DailyUne | Réflexions Par Nicolas Montard et Marc Prévost | 02 novembre 2011
Depuis bientôt un mois, l’affaire du Carlton éclabousse les uns et les autres dans la métropole lilloise. Et même au delà. Au point que tous les médias nationaux ont désormais les yeux braqués sur Lille et ses notables. Parce que cette affaire est exceptionnelle et n’a pas fini d’avoir des répercussions. A plus d’un titre. La preuve.
Certains vous diront que cette histoire de Carlton n’est qu’une vulgaire histoire de prostitution dans un hôtel de luxe, révélée au grand jour. Comme tant d’autres pourraient sortir. Peut-être. Sauf que depuis maintenant quelques semaines (début le 5 octobre pour mémoire), l’affaire du Carlton dévoile des rebondissements insoupçonnables et insoupçonnés qui dépassent de loin la petite affaire de fesses entre notables locaux.

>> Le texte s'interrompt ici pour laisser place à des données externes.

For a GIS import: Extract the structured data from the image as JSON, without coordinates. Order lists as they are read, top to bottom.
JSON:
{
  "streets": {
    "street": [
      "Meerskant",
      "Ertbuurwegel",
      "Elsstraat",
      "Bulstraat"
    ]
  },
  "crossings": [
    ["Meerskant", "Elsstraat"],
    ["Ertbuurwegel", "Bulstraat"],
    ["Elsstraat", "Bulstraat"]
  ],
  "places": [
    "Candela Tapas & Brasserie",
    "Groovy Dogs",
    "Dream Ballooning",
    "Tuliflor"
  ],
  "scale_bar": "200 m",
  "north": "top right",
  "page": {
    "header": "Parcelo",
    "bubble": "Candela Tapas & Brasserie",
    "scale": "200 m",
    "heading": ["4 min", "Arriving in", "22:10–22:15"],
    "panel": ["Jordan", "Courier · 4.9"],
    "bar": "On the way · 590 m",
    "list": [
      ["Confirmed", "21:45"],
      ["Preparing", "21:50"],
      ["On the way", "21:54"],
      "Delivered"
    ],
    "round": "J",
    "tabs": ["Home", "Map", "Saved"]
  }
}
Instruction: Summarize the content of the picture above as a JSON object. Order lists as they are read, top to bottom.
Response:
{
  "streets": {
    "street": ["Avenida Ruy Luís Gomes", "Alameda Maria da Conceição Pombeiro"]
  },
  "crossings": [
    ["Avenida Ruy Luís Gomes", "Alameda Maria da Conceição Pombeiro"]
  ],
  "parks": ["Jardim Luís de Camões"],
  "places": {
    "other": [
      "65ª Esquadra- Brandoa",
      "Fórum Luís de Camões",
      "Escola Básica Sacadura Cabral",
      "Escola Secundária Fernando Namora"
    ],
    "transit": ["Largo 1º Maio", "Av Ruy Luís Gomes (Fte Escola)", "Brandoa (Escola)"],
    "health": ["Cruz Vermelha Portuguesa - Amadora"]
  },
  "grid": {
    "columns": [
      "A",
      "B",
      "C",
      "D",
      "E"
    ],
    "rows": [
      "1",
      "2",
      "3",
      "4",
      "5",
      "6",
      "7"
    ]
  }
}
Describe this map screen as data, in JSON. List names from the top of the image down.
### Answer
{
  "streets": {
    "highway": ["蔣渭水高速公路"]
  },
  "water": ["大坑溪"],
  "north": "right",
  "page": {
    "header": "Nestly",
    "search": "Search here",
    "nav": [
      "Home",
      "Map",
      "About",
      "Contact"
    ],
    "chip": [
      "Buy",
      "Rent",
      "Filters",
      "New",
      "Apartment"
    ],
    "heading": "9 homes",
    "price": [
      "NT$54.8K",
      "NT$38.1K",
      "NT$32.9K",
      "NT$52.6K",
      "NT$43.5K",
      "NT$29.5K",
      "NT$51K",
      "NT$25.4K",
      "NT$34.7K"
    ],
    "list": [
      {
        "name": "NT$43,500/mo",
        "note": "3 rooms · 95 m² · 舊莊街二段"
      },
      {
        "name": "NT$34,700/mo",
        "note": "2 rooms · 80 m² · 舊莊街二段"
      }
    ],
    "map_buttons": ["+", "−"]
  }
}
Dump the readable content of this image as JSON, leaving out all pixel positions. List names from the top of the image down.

Il suffit d’observer les réactions de nos médias nationaux, pourtant d’habitude prompts à passer d’un sujet à un autre: dès qu’il y a le moindre embryon d’information, il n’y a plus une radio qui n’évoque pas le Carlton de Lille. Il ne se publie plus un journal sans que l’on y trouve une référence aux notables lillois. Le Carlton a depuis longtemps dépassé les frontières et les chasses gardées de France 3 Nord – Pas-de-Calais, La Voix du Nord, Nord Eclair ou 20 Minutes Lille. Si vous voulez trouver de l’info, direction également Le Point, Le Figaro, L’Express, Europe 1, les chaînes télé (et souvent en prime time !), et tutti quanti, sans parler des médias étrangers, y compris les tabloïds anglo-saxons prompts à exploiter une telle aubaine de se moquer du « Berlusconi frog »…
Et mine de rien, ça donne un sacré coup à l’image de la tranquille capitale des Flandres, bien gérée par Martine, qui dépense tant d’énergie pour la hisser au rang d’une métropole européenne. Les Ch’tis ne sont plus les Gueules Noires consanguines et au chômage ou les simplets et rigolos bouffant du Maroilles au petit-déj avec Dany Boon. Mais désormais aussi des partouzeurs branchés et friqués qui se font tourner les prostituées de luxe tout en en faisant profiter celui qui était naguère l’un des hommes les plus influents du monde, l’ex-Présidentiable DSK. Une fois cette histoire retombée, il faudra se demander quelle image fera désormais le plus de mal à la région…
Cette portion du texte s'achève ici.